• _Required action_
Go through the entries below and collect each line with the string "boxes" in it.

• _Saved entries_
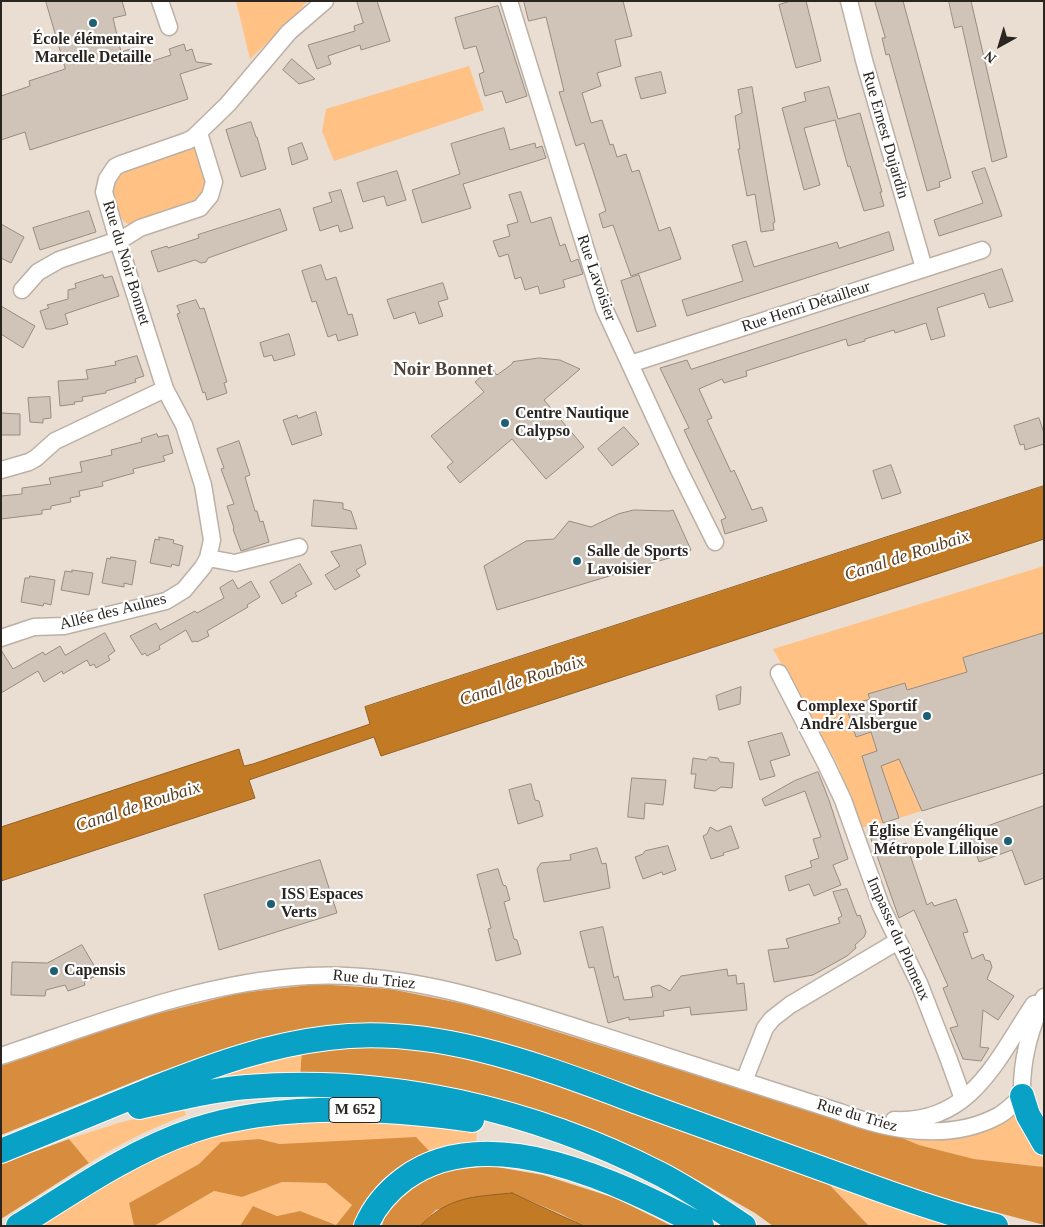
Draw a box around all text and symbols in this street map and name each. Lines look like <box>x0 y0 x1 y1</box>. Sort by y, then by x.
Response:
marker: École élémentaire Marcelle Detaille <box>87 17 99 29</box>
north arrow <box>975 20 1025 70</box>
place label: École élémentaire Marcelle Detaille <box>33 30 153 68</box>
text: N <box>982 48 999 66</box>
street label: Rue Ernest Dujardin <box>858 69 912 201</box>
street label: Rue du Noir Bonnet <box>98 198 154 328</box>
street label: Rue Lavoisier <box>572 232 620 324</box>
street label: Rue Henri Détailleur <box>739 277 873 337</box>
district label: Noir Bonnet <box>393 359 493 381</box>
place label: Centre Nautique Calypso <box>515 404 629 442</box>
marker: Centre Nautique Calypso <box>499 417 511 429</box>
water label: Canal de Roubaix <box>842 526 972 586</box>
place label: Salle de Sports Lavoisier <box>587 542 688 580</box>
marker: Salle de Sports Lavoisier <box>571 555 583 567</box>
street label: Allée des Aulnes <box>58 589 168 635</box>
water label: Canal de Roubaix <box>457 651 587 711</box>
place label: Complexe Sportif André Alsbergue <box>797 697 917 735</box>
marker: Complexe Sportif André Alsbergue <box>921 710 933 722</box>
water label: Canal de Roubaix <box>73 777 203 837</box>
place label: Église Évangélique Métropole Lilloise <box>869 822 998 860</box>
marker: Église Évangélique Métropole Lilloise <box>1002 835 1014 847</box>
street label: Impasse du Plomeux <box>862 874 934 1004</box>
place label: ISS Espaces Verts <box>281 885 363 923</box>
marker: ISS Espaces Verts <box>265 898 277 910</box>
place label: Capensis <box>64 961 125 981</box>
marker: Capensis <box>48 965 60 977</box>
street label: Rue du Triez <box>332 966 416 994</box>
street label: Rue du Triez <box>814 1095 900 1137</box>
road number: M 652 <box>329 1098 381 1122</box>

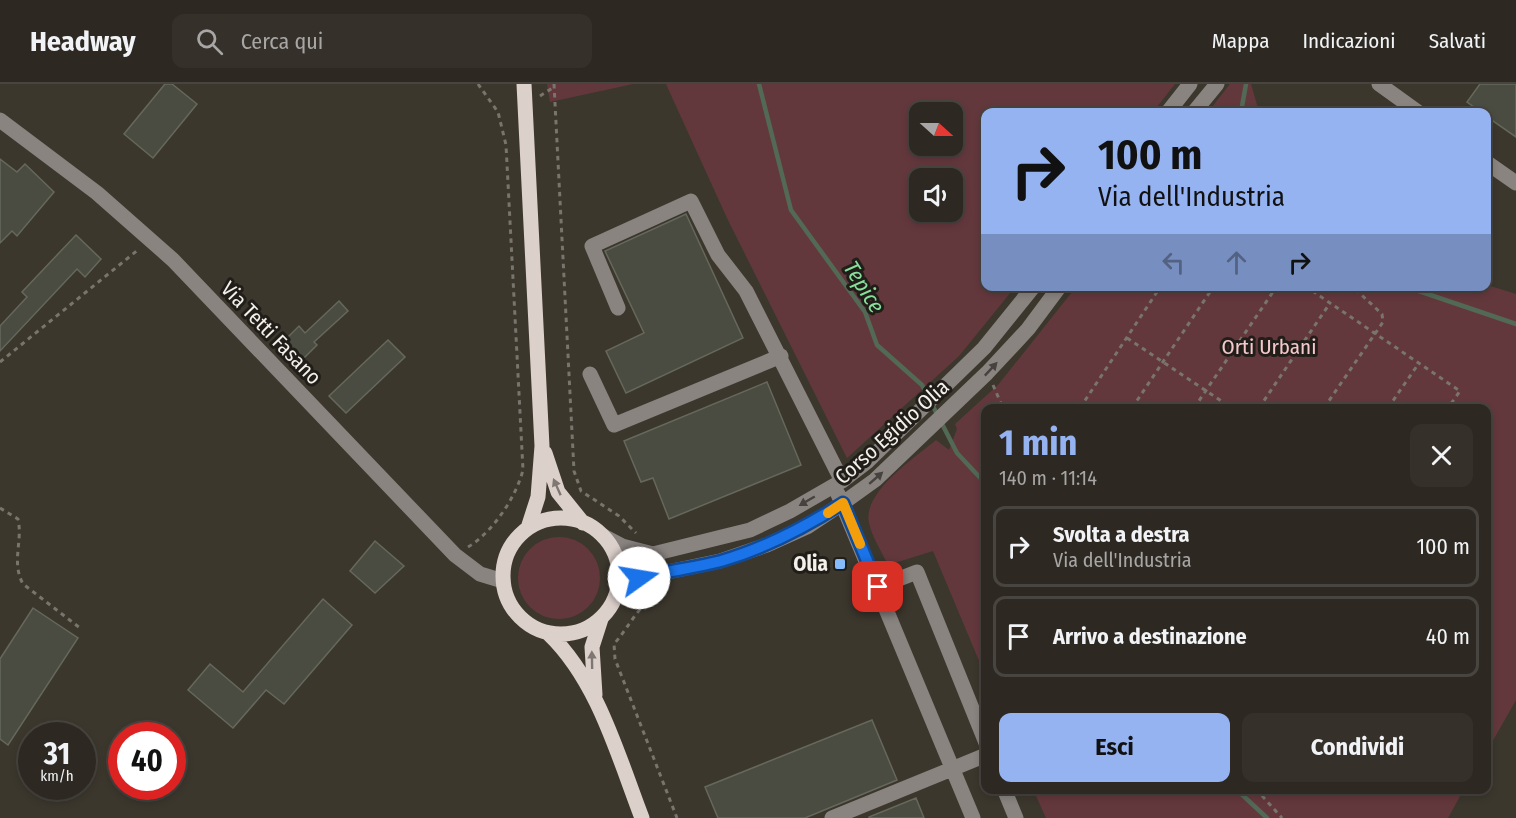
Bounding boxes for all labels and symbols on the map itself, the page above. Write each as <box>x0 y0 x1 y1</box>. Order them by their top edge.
north arrow <box>909 102 963 156</box>
water label: Tepice <box>838 256 890 318</box>
street label: Via Tetti Fasano <box>215 276 327 390</box>
park label: Orti Urbani <box>1222 334 1316 360</box>
one-way arrow <box>983 362 997 376</box>
street label: Corso Egidio Olia <box>830 374 954 490</box>
one-way arrow <box>868 472 883 485</box>
one-way arrow <box>552 478 562 496</box>
one-way arrow <box>799 496 815 507</box>
position arrow <box>607 546 671 610</box>
place label: Olia <box>793 551 828 577</box>
marker: Olia <box>833 557 847 571</box>
pin <box>852 561 903 612</box>
one-way arrow <box>588 650 597 669</box>
speed limit sign: 40 <box>108 722 186 800</box>

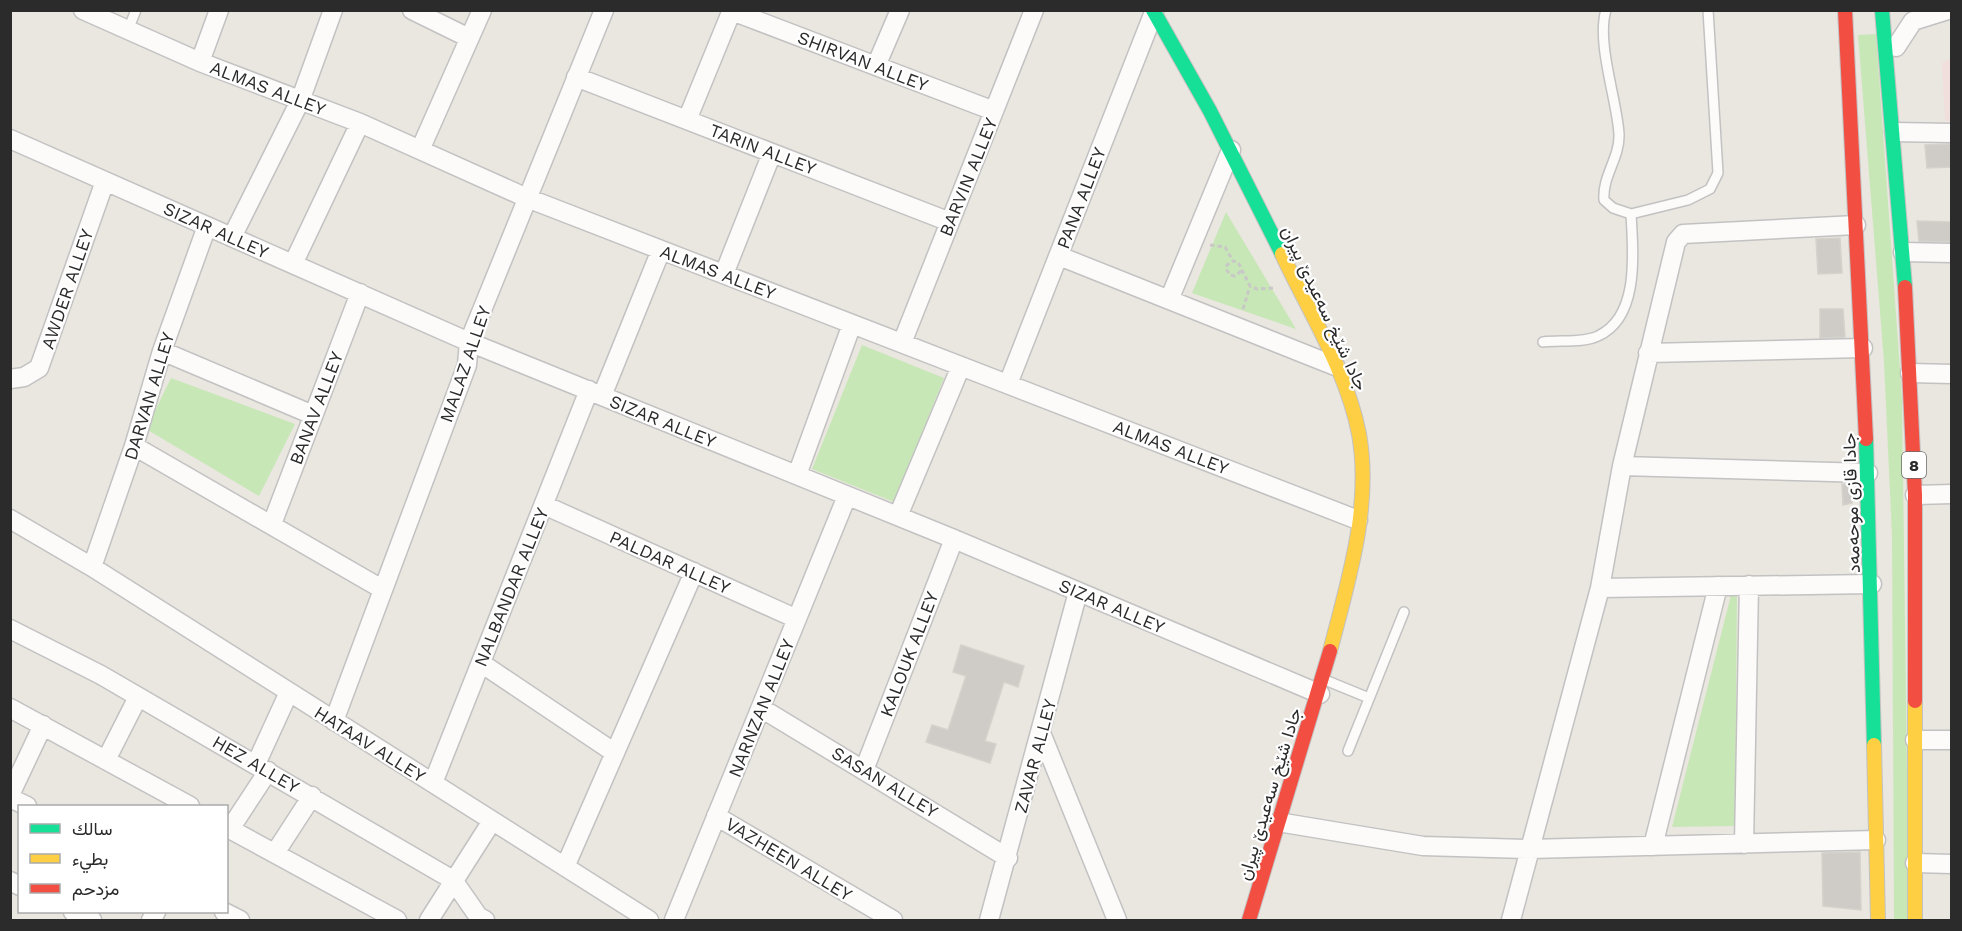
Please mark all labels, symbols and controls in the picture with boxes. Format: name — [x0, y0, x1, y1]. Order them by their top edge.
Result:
street label: SHIRVAN ALLEY — [795, 26, 932, 96]
street label: ALMAS ALLEY — [207, 56, 329, 120]
street label: BARVIN ALLEY — [935, 114, 1002, 239]
street label: TARIN ALLEY — [707, 119, 820, 179]
street label: PANA ALLEY — [1052, 144, 1110, 252]
street label: SIZAR ALLEY — [160, 197, 272, 263]
street label: جادا شێخ سەعیدێ پیران — [1276, 222, 1372, 394]
street label: AWDER ALLEY — [37, 226, 98, 352]
street label: ALMAS ALLEY — [657, 240, 779, 304]
street label: MALAZ ALLEY — [435, 302, 495, 425]
street label: DARVAN ALLEY — [120, 329, 179, 462]
street label: BANAV ALLEY — [285, 348, 347, 467]
street label: SIZAR ALLEY — [607, 390, 720, 452]
street label: ALMAS ALLEY — [1110, 415, 1232, 479]
street label: جادا قازی موحەمەد — [1838, 433, 1865, 573]
road number: 8 — [1902, 452, 1926, 478]
street label: NALBANDAR ALLEY — [470, 504, 553, 670]
street label: PALDAR ALLEY — [606, 526, 734, 598]
street label: SIZAR ALLEY — [1056, 574, 1169, 638]
street label: KALOUK ALLEY — [875, 588, 943, 720]
street label: NARNZAN ALLEY — [724, 635, 799, 780]
street label: ZAVAR ALLEY — [1010, 696, 1060, 815]
street label: HATAAV ALLEY — [311, 701, 430, 787]
street label: جادا شێخ سەعیدێ پیران — [1233, 705, 1307, 883]
street label: HEZ ALLEY — [209, 731, 304, 798]
street label: SASAN ALLEY — [828, 742, 943, 822]
legend — [18, 805, 228, 913]
street label: VAZHEEN ALLEY — [722, 813, 857, 905]
text: سالك — [72, 818, 112, 839]
text: بطيء — [72, 848, 108, 874]
text: مزدحم — [72, 878, 119, 901]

• _Result of this task_
Bounding boxes for all labels and symbols on the map itself, the page above. Write each as <box>x0 y0 x1 y1</box>. Order them by their top edge.
Please mark all labels, symbols and controls in the picture with boxes. Format: name — [x0, y0, x1, y1]. Order them by their top edge.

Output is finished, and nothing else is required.